Why I’m saying NO to fast fashion.
Why I’m saying NO to fast fashion.
I used to buy those magazines, you know the ones, with airbrushed ‘perfect’ models that told me I needed to buy this/that and the other. The ones that show what we should and shouldn’t be wearing, what’s ‘in’ and what’s ‘out’.
I’m not quite sure when exactly I woke up to the negative impact these magazines were having on my self esteem, my bank balance and the my impact on the environment. I know it’s been a good few years since I’ve bought or read one though.
Breastfeeding and my post partum body helped me to disassociate with them. There’s no way I was going to be able to feed my kids in public wearing a dress with no buttons or nursing flap. I mean you can lift your top up and not raise too many eyebrows but a whole dress… not sure that’d go down too well in the middle of M&S!
As I navigated my new path as a mother, I found cloth nappies and they started me on a journey of awareness. Awareness of my impact on the planet. Awareness of reusing and reducing waste. I also fell into some rabbit holes (with some enabling from fellow cloth bum parents) of new brands and new ways to live. Cloth bums don’t fit into most high street clothing brands and so even the kids clothes had to be purchased with more thought & consideration.
So that leads me to where I am now.
Over time I’ve drastically reduced my wardrobe by donating/selling/passing on the items I have rarely worn or those I was saving for a special occasion or for when I got back to my pre-kids size. This has taken the pressure off and made dressing such a more positive experience - I no longer have reminders hanging there telling me I’m too big to fit into xyz.

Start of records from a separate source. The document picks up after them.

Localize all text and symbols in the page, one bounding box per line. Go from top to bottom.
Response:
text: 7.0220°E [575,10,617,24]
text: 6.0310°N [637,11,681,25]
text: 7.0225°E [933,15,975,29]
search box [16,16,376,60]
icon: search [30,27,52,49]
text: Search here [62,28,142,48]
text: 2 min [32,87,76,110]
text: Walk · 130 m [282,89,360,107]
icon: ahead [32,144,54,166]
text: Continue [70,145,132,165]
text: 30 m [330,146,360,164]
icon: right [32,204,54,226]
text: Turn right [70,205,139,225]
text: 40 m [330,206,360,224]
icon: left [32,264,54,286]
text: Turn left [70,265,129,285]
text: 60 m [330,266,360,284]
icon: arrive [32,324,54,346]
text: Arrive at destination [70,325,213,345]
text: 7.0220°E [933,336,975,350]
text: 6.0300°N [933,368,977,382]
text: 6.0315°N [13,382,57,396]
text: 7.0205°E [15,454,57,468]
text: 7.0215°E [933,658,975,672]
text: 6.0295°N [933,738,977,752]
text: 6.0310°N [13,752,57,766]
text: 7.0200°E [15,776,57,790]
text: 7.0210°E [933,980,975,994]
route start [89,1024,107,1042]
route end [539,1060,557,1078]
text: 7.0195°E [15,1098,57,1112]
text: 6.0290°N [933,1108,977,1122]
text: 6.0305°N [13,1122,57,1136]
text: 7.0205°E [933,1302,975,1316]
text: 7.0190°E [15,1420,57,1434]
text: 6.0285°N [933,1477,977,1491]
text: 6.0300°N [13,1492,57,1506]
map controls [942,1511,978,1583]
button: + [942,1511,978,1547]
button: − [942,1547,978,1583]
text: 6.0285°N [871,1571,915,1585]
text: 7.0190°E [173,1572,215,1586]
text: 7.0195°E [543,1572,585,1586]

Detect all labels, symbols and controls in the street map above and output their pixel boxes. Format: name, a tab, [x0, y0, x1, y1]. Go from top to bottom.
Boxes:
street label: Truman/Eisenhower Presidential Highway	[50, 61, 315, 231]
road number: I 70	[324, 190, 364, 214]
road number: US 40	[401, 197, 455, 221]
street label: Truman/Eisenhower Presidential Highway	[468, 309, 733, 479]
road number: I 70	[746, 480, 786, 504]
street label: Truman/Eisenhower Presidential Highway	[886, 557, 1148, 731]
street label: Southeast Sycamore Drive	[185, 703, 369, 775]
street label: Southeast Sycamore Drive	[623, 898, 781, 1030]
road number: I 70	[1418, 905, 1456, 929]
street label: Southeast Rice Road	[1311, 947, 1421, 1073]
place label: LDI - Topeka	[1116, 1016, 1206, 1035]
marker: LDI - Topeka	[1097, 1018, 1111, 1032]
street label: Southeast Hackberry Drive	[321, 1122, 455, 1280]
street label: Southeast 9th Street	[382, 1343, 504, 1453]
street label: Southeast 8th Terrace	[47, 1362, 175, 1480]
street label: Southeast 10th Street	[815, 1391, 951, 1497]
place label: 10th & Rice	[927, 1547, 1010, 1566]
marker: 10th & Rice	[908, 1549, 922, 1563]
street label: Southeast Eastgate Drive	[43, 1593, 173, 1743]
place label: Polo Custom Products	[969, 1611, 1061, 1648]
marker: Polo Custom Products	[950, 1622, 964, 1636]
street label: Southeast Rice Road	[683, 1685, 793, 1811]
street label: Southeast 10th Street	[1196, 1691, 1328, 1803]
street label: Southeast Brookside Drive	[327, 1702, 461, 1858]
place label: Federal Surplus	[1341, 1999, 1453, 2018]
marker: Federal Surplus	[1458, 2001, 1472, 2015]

The items I now own are all items I wear regularly and feel comfortable in. I won’t call it a ‘capsule wardrobe’ as I’m just not that organised or put together. My style is more eclectic than classic. BUT I can easily put together outfits and grab things I know I love to wear. Pre-kids me had a wardrobe so full you could barely see what was in it let another find an outfit to wear. I’d have bought items from fast fashion high street shops not because I liked them on ME but because I liked how they looked styled on the model in the magazines.
After decluttering my wardrobe and really stripping it back, I’m now so much more conscious about buying more. I buy only what I need, know will last and know that I’ll actually feel good wearing. I spend a little more on each item then I used to, but that’s because I know quality over quantity is better for the environment and my bank balance longer term.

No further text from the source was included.